[Recorded data]
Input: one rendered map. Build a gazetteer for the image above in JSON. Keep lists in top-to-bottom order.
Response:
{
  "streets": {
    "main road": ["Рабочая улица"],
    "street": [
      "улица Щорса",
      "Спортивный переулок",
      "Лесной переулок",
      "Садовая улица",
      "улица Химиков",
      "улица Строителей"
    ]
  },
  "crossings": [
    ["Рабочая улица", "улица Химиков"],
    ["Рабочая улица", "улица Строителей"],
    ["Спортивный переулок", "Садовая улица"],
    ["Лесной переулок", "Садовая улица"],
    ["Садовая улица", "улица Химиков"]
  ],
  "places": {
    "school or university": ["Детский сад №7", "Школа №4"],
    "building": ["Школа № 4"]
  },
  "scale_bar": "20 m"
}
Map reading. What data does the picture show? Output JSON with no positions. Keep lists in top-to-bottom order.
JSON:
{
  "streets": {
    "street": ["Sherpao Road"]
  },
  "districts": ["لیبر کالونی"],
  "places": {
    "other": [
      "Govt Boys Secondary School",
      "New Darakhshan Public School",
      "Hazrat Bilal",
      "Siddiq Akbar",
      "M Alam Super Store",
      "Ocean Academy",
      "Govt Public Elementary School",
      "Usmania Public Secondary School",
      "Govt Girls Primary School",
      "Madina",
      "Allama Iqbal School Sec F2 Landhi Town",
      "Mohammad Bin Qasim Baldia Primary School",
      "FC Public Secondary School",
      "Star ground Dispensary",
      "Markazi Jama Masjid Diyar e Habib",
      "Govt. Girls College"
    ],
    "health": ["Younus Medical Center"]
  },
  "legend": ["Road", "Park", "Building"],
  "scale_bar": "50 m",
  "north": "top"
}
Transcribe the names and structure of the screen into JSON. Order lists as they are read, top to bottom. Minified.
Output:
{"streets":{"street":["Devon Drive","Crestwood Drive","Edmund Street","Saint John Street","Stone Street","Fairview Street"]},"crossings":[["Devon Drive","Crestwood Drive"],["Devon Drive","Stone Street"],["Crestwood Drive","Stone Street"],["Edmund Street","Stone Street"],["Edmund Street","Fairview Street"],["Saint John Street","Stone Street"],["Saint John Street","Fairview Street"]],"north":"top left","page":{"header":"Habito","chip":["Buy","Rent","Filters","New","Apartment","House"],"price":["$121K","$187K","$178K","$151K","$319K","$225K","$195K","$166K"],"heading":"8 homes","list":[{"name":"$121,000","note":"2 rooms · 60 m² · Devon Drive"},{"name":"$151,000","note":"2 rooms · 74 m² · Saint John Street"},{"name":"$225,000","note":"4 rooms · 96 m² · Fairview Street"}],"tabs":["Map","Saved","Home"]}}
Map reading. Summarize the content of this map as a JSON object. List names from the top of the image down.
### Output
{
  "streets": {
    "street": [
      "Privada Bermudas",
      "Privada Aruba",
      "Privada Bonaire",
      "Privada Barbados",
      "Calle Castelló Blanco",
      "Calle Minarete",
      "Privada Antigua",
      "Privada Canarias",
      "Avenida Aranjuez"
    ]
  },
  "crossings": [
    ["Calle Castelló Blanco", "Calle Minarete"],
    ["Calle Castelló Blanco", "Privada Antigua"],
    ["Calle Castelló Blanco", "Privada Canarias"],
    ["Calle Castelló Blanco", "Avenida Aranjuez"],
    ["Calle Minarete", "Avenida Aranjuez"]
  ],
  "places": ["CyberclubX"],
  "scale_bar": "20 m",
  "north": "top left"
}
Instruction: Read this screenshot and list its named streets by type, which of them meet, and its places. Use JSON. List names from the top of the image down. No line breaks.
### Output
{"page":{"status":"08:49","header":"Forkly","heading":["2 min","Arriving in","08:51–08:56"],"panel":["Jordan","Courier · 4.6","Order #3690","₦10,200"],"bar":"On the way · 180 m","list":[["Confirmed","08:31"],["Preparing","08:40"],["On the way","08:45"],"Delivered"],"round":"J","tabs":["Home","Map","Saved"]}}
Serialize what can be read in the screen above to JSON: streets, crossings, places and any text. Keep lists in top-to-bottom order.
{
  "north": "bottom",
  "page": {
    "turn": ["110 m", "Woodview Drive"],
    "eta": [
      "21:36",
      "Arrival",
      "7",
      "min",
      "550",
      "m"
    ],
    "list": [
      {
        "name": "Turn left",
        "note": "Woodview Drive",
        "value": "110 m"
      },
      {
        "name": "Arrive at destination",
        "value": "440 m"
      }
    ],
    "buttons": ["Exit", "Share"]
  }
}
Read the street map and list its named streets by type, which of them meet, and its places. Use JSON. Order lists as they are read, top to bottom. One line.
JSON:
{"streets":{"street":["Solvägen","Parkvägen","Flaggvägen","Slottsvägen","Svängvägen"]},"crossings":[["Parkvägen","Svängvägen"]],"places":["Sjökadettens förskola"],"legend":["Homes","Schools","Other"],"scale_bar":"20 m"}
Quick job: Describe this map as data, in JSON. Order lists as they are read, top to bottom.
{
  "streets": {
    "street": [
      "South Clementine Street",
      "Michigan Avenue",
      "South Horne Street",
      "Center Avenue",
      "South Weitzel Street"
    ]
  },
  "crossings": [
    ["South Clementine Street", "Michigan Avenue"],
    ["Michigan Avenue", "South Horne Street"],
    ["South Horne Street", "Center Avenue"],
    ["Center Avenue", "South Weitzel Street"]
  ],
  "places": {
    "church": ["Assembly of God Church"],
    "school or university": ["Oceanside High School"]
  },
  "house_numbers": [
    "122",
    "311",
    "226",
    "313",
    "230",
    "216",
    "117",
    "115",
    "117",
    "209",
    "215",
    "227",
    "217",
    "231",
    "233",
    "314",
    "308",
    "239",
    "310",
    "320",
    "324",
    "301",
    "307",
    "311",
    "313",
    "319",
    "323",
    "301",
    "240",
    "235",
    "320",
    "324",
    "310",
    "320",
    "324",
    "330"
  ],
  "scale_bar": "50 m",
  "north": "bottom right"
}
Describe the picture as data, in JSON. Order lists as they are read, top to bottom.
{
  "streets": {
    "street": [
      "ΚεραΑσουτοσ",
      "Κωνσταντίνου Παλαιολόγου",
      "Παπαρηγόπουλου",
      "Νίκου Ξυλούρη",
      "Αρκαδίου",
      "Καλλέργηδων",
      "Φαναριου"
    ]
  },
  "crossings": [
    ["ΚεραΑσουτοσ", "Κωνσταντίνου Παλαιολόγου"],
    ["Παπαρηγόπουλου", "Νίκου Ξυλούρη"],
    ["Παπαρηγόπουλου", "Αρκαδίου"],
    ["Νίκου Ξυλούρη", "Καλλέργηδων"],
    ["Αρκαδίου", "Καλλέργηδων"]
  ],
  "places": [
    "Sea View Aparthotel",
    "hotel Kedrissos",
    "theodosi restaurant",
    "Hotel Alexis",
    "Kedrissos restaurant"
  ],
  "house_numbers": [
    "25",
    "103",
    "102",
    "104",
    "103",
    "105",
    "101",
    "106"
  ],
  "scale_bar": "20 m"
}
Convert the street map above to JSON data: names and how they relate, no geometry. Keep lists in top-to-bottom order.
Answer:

§ What the task requires: All entries must come back exactly as they were written.

§ Response to the task:
Input: one rendered map. Build a gazetteer for the image above in JSON. Keep lists in top-to-bottom order.
Response:
{
  "streets": {
    "main road": ["Рабочая улица"],
    "street": [
      "улица Щорса",
      "Спортивный переулок",
      "Лесной переулок",
      "Садовая улица",
      "улица Химиков",
      "улица Строителей"
    ]
  },
  "crossings": [
    ["Рабочая улица", "улица Химиков"],
    ["Рабочая улица", "улица Строителей"],
    ["Спортивный переулок", "Садовая улица"],
    ["Лесной переулок", "Садовая улица"],
    ["Садовая улица", "улица Химиков"]
  ],
  "places": {
    "school or university": ["Детский сад №7", "Школа №4"],
    "building": ["Школа № 4"]
  },
  "scale_bar": "20 m"
}
Map reading. What data does the picture show? Output JSON with no positions. Keep lists in top-to-bottom order.
JSON:
{
  "streets": {
    "street": ["Sherpao Road"]
  },
  "districts": ["لیبر کالونی"],
  "places": {
    "other": [
      "Govt Boys Secondary School",
      "New Darakhshan Public School",
      "Hazrat Bilal",
      "Siddiq Akbar",
      "M Alam Super Store",
      "Ocean Academy",
      "Govt Public Elementary School",
      "Usmania Public Secondary School",
      "Govt Girls Primary School",
      "Madina",
      "Allama Iqbal School Sec F2 Landhi Town",
      "Mohammad Bin Qasim Baldia Primary School",
      "FC Public Secondary School",
      "Star ground Dispensary",
      "Markazi Jama Masjid Diyar e Habib",
      "Govt. Girls College"
    ],
    "health": ["Younus Medical Center"]
  },
  "legend": ["Road", "Park", "Building"],
  "scale_bar": "50 m",
  "north": "top"
}
Transcribe the names and structure of the screen into JSON. Order lists as they are read, top to bottom. Minified.
Output:
{"streets":{"street":["Devon Drive","Crestwood Drive","Edmund Street","Saint John Street","Stone Street","Fairview Street"]},"crossings":[["Devon Drive","Crestwood Drive"],["Devon Drive","Stone Street"],["Crestwood Drive","Stone Street"],["Edmund Street","Stone Street"],["Edmund Street","Fairview Street"],["Saint John Street","Stone Street"],["Saint John Street","Fairview Street"]],"north":"top left","page":{"header":"Habito","chip":["Buy","Rent","Filters","New","Apartment","House"],"price":["$121K","$187K","$178K","$151K","$319K","$225K","$195K","$166K"],"heading":"8 homes","list":[{"name":"$121,000","note":"2 rooms · 60 m² · Devon Drive"},{"name":"$151,000","note":"2 rooms · 74 m² · Saint John Street"},{"name":"$225,000","note":"4 rooms · 96 m² · Fairview Street"}],"tabs":["Map","Saved","Home"]}}
Map reading. Summarize the content of this map as a JSON object. List names from the top of the image down.
### Output
{
  "streets": {
    "street": [
      "Privada Bermudas",
      "Privada Aruba",
      "Privada Bonaire",
      "Privada Barbados",
      "Calle Castelló Blanco",
      "Calle Minarete",
      "Privada Antigua",
      "Privada Canarias",
      "Avenida Aranjuez"
    ]
  },
  "crossings": [
    ["Calle Castelló Blanco", "Calle Minarete"],
    ["Calle Castelló Blanco", "Privada Antigua"],
    ["Calle Castelló Blanco", "Privada Canarias"],
    ["Calle Castelló Blanco", "Avenida Aranjuez"],
    ["Calle Minarete", "Avenida Aranjuez"]
  ],
  "places": ["CyberclubX"],
  "scale_bar": "20 m",
  "north": "top left"
}
Instruction: Read this screenshot and list its named streets by type, which of them meet, and its places. Use JSON. List names from the top of the image down. No line breaks.
### Output
{"page":{"status":"08:49","header":"Forkly","heading":["2 min","Arriving in","08:51–08:56"],"panel":["Jordan","Courier · 4.6","Order #3690","₦10,200"],"bar":"On the way · 180 m","list":[["Confirmed","08:31"],["Preparing","08:40"],["On the way","08:45"],"Delivered"],"round":"J","tabs":["Home","Map","Saved"]}}
Serialize what can be read in the screen above to JSON: streets, crossings, places and any text. Keep lists in top-to-bottom order.
{
  "north": "bottom",
  "page": {
    "turn": ["110 m", "Woodview Drive"],
    "eta": [
      "21:36",
      "Arrival",
      "7",
      "min",
      "550",
      "m"
    ],
    "list": [
      {
        "name": "Turn left",
        "note": "Woodview Drive",
        "value": "110 m"
      },
      {
        "name": "Arrive at destination",
        "value": "440 m"
      }
    ],
    "buttons": ["Exit", "Share"]
  }
}
Read the street map and list its named streets by type, which of them meet, and its places. Use JSON. Order lists as they are read, top to bottom. One line.
JSON:
{"streets":{"street":["Solvägen","Parkvägen","Flaggvägen","Slottsvägen","Svängvägen"]},"crossings":[["Parkvägen","Svängvägen"]],"places":["Sjökadettens förskola"],"legend":["Homes","Schools","Other"],"scale_bar":"20 m"}
Quick job: Describe this map as data, in JSON. Order lists as they are read, top to bottom.
{
  "streets": {
    "street": [
      "South Clementine Street",
      "Michigan Avenue",
      "South Horne Street",
      "Center Avenue",
      "South Weitzel Street"
    ]
  },
  "crossings": [
    ["South Clementine Street", "Michigan Avenue"],
    ["Michigan Avenue", "South Horne Street"],
    ["South Horne Street", "Center Avenue"],
    ["Center Avenue", "South Weitzel Street"]
  ],
  "places": {
    "church": ["Assembly of God Church"],
    "school or university": ["Oceanside High School"]
  },
  "house_numbers": [
    "122",
    "311",
    "226",
    "313",
    "230",
    "216",
    "117",
    "115",
    "117",
    "209",
    "215",
    "227",
    "217",
    "231",
    "233",
    "314",
    "308",
    "239",
    "310",
    "320",
    "324",
    "301",
    "307",
    "311",
    "313",
    "319",
    "323",
    "301",
    "240",
    "235",
    "320",
    "324",
    "310",
    "320",
    "324",
    "330"
  ],
  "scale_bar": "50 m",
  "north": "bottom right"
}
Describe the picture as data, in JSON. Order lists as they are read, top to bottom.
{
  "streets": {
    "street": [
      "ΚεραΑσουτοσ",
      "Κωνσταντίνου Παλαιολόγου",
      "Παπαρηγόπουλου",
      "Νίκου Ξυλούρη",
      "Αρκαδίου",
      "Καλλέργηδων",
      "Φαναριου"
    ]
  },
  "crossings": [
    ["ΚεραΑσουτοσ", "Κωνσταντίνου Παλαιολόγου"],
    ["Παπαρηγόπουλου", "Νίκου Ξυλούρη"],
    ["Παπαρηγόπουλου", "Αρκαδίου"],
    ["Νίκου Ξυλούρη", "Καλλέργηδων"],
    ["Αρκαδίου", "Καλλέργηδων"]
  ],
  "places": [
    "Sea View Aparthotel",
    "hotel Kedrissos",
    "theodosi restaurant",
    "Hotel Alexis",
    "Kedrissos restaurant"
  ],
  "house_numbers": [
    "25",
    "103",
    "102",
    "104",
    "103",
    "105",
    "101",
    "106"
  ],
  "scale_bar": "20 m"
}
Convert the street map above to JSON data: names and how they relate, no geometry. Keep lists in top-to-bottom order.
Answer:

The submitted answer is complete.